The task here is to set down every line of the listing exactly.
··· Data
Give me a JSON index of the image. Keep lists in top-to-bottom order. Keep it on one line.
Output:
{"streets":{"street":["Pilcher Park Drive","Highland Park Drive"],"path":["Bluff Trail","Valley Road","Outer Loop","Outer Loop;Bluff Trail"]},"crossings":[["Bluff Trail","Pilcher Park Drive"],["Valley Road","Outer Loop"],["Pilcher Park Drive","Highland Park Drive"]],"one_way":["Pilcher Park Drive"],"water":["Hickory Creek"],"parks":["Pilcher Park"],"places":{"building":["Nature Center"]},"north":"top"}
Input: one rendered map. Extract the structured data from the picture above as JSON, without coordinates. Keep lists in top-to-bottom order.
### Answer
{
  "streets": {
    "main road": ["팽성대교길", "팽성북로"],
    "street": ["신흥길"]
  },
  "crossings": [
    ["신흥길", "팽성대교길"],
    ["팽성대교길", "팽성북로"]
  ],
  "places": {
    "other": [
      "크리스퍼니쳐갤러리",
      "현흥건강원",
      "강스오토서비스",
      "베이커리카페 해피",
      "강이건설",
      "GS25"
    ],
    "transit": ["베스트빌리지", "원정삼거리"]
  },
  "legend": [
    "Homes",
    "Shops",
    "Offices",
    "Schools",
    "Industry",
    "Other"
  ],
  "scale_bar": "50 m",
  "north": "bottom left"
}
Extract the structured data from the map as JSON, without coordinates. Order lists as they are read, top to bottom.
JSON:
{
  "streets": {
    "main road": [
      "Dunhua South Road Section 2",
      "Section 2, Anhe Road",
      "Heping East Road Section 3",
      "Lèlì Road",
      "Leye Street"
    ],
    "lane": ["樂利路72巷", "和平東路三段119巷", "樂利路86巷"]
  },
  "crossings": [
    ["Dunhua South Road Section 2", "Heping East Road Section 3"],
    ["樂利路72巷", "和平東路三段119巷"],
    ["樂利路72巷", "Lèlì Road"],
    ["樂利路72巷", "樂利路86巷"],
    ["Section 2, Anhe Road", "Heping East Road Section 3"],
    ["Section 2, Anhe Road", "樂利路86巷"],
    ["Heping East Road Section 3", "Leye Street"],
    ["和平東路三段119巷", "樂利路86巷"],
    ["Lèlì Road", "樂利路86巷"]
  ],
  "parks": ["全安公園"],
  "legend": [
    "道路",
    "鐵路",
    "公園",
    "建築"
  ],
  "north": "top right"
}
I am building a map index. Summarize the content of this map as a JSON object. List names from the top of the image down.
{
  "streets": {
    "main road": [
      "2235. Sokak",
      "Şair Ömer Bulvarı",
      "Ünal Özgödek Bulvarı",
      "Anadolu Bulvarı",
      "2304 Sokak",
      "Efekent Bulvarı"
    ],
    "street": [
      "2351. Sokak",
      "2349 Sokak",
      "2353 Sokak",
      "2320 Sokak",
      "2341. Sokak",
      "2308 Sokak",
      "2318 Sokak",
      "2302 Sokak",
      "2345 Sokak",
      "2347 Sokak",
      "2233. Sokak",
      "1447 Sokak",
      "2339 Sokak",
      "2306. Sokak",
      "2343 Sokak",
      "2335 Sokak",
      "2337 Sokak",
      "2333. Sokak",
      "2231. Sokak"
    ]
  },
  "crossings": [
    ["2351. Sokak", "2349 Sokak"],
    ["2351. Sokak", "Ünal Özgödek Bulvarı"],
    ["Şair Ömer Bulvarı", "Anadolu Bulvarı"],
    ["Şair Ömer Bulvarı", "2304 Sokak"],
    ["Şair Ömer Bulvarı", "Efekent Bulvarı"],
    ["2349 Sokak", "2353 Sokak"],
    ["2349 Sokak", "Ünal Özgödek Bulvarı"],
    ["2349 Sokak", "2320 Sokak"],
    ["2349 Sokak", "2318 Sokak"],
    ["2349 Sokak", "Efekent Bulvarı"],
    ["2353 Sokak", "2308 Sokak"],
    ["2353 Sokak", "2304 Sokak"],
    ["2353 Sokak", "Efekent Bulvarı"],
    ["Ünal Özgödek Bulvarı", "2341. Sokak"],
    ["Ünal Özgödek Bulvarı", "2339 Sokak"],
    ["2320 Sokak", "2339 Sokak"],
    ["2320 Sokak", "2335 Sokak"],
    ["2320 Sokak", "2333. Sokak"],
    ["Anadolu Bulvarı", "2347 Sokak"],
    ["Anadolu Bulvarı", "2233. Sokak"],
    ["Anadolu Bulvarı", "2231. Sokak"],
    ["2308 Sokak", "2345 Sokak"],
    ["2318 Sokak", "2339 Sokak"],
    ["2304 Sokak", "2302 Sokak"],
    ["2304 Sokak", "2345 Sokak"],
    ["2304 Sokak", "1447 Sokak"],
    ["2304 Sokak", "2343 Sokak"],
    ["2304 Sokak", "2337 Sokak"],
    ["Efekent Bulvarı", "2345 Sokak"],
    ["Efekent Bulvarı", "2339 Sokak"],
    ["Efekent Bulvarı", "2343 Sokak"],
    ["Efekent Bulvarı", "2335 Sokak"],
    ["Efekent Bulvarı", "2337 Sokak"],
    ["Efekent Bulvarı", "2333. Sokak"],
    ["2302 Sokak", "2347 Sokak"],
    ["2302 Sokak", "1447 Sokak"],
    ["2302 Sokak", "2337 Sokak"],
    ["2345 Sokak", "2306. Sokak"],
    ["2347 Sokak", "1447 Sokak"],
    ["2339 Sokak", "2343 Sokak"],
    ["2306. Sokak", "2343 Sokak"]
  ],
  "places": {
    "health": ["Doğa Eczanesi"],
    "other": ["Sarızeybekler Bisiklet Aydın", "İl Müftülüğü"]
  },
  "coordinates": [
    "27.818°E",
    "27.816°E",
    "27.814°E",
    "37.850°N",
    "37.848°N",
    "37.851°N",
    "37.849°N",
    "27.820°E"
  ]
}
······
◆ **Response for this exercise**:
Give me a JSON index of the image. Keep lists in top-to-bottom order. Keep it on one line.
Output:
{"streets":{"street":["Pilcher Park Drive","Highland Park Drive"],"path":["Bluff Trail","Valley Road","Outer Loop","Outer Loop;Bluff Trail"]},"crossings":[["Bluff Trail","Pilcher Park Drive"],["Valley Road","Outer Loop"],["Pilcher Park Drive","Highland Park Drive"]],"one_way":["Pilcher Park Drive"],"water":["Hickory Creek"],"parks":["Pilcher Park"],"places":{"building":["Nature Center"]},"north":"top"}
Input: one rendered map. Extract the structured data from the picture above as JSON, without coordinates. Keep lists in top-to-bottom order.
### Answer
{
  "streets": {
    "main road": ["팽성대교길", "팽성북로"],
    "street": ["신흥길"]
  },
  "crossings": [
    ["신흥길", "팽성대교길"],
    ["팽성대교길", "팽성북로"]
  ],
  "places": {
    "other": [
      "크리스퍼니쳐갤러리",
      "현흥건강원",
      "강스오토서비스",
      "베이커리카페 해피",
      "강이건설",
      "GS25"
    ],
    "transit": ["베스트빌리지", "원정삼거리"]
  },
  "legend": [
    "Homes",
    "Shops",
    "Offices",
    "Schools",
    "Industry",
    "Other"
  ],
  "scale_bar": "50 m",
  "north": "bottom left"
}
Extract the structured data from the map as JSON, without coordinates. Order lists as they are read, top to bottom.
JSON:
{
  "streets": {
    "main road": [
      "Dunhua South Road Section 2",
      "Section 2, Anhe Road",
      "Heping East Road Section 3",
      "Lèlì Road",
      "Leye Street"
    ],
    "lane": ["樂利路72巷", "和平東路三段119巷", "樂利路86巷"]
  },
  "crossings": [
    ["Dunhua South Road Section 2", "Heping East Road Section 3"],
    ["樂利路72巷", "和平東路三段119巷"],
    ["樂利路72巷", "Lèlì Road"],
    ["樂利路72巷", "樂利路86巷"],
    ["Section 2, Anhe Road", "Heping East Road Section 3"],
    ["Section 2, Anhe Road", "樂利路86巷"],
    ["Heping East Road Section 3", "Leye Street"],
    ["和平東路三段119巷", "樂利路86巷"],
    ["Lèlì Road", "樂利路86巷"]
  ],
  "parks": ["全安公園"],
  "legend": [
    "道路",
    "鐵路",
    "公園",
    "建築"
  ],
  "north": "top right"
}
I am building a map index. Summarize the content of this map as a JSON object. List names from the top of the image down.
{
  "streets": {
    "main road": [
      "2235. Sokak",
      "Şair Ömer Bulvarı",
      "Ünal Özgödek Bulvarı",
      "Anadolu Bulvarı",
      "2304 Sokak",
      "Efekent Bulvarı"
    ],
    "street": [
      "2351. Sokak",
      "2349 Sokak",
      "2353 Sokak",
      "2320 Sokak",
      "2341. Sokak",
      "2308 Sokak",
      "2318 Sokak",
      "2302 Sokak",
      "2345 Sokak",
      "2347 Sokak",
      "2233. Sokak",
      "1447 Sokak",
      "2339 Sokak",
      "2306. Sokak",
      "2343 Sokak",
      "2335 Sokak",
      "2337 Sokak",
      "2333. Sokak",
      "2231. Sokak"
    ]
  },
  "crossings": [
    ["2351. Sokak", "2349 Sokak"],
    ["2351. Sokak", "Ünal Özgödek Bulvarı"],
    ["Şair Ömer Bulvarı", "Anadolu Bulvarı"],
    ["Şair Ömer Bulvarı", "2304 Sokak"],
    ["Şair Ömer Bulvarı", "Efekent Bulvarı"],
    ["2349 Sokak", "2353 Sokak"],
    ["2349 Sokak", "Ünal Özgödek Bulvarı"],
    ["2349 Sokak", "2320 Sokak"],
    ["2349 Sokak", "2318 Sokak"],
    ["2349 Sokak", "Efekent Bulvarı"],
    ["2353 Sokak", "2308 Sokak"],
    ["2353 Sokak", "2304 Sokak"],
    ["2353 Sokak", "Efekent Bulvarı"],
    ["Ünal Özgödek Bulvarı", "2341. Sokak"],
    ["Ünal Özgödek Bulvarı", "2339 Sokak"],
    ["2320 Sokak", "2339 Sokak"],
    ["2320 Sokak", "2335 Sokak"],
    ["2320 Sokak", "2333. Sokak"],
    ["Anadolu Bulvarı", "2347 Sokak"],
    ["Anadolu Bulvarı", "2233. Sokak"],
    ["Anadolu Bulvarı", "2231. Sokak"],
    ["2308 Sokak", "2345 Sokak"],
    ["2318 Sokak", "2339 Sokak"],
    ["2304 Sokak", "2302 Sokak"],
    ["2304 Sokak", "2345 Sokak"],
    ["2304 Sokak", "1447 Sokak"],
    ["2304 Sokak", "2343 Sokak"],
    ["2304 Sokak", "2337 Sokak"],
    ["Efekent Bulvarı", "2345 Sokak"],
    ["Efekent Bulvarı", "2339 Sokak"],
    ["Efekent Bulvarı", "2343 Sokak"],
    ["Efekent Bulvarı", "2335 Sokak"],
    ["Efekent Bulvarı", "2337 Sokak"],
    ["Efekent Bulvarı", "2333. Sokak"],
    ["2302 Sokak", "2347 Sokak"],
    ["2302 Sokak", "1447 Sokak"],
    ["2302 Sokak", "2337 Sokak"],
    ["2345 Sokak", "2306. Sokak"],
    ["2347 Sokak", "1447 Sokak"],
    ["2339 Sokak", "2343 Sokak"],
    ["2306. Sokak", "2343 Sokak"]
  ],
  "places": {
    "health": ["Doğa Eczanesi"],
    "other": ["Sarızeybekler Bisiklet Aydın", "İl Müftülüğü"]
  },
  "coordinates": [
    "27.818°E",
    "27.816°E",
    "27.814°E",
    "37.850°N",
    "37.848°N",
    "37.851°N",
    "37.849°N",
    "27.820°E"
  ]
}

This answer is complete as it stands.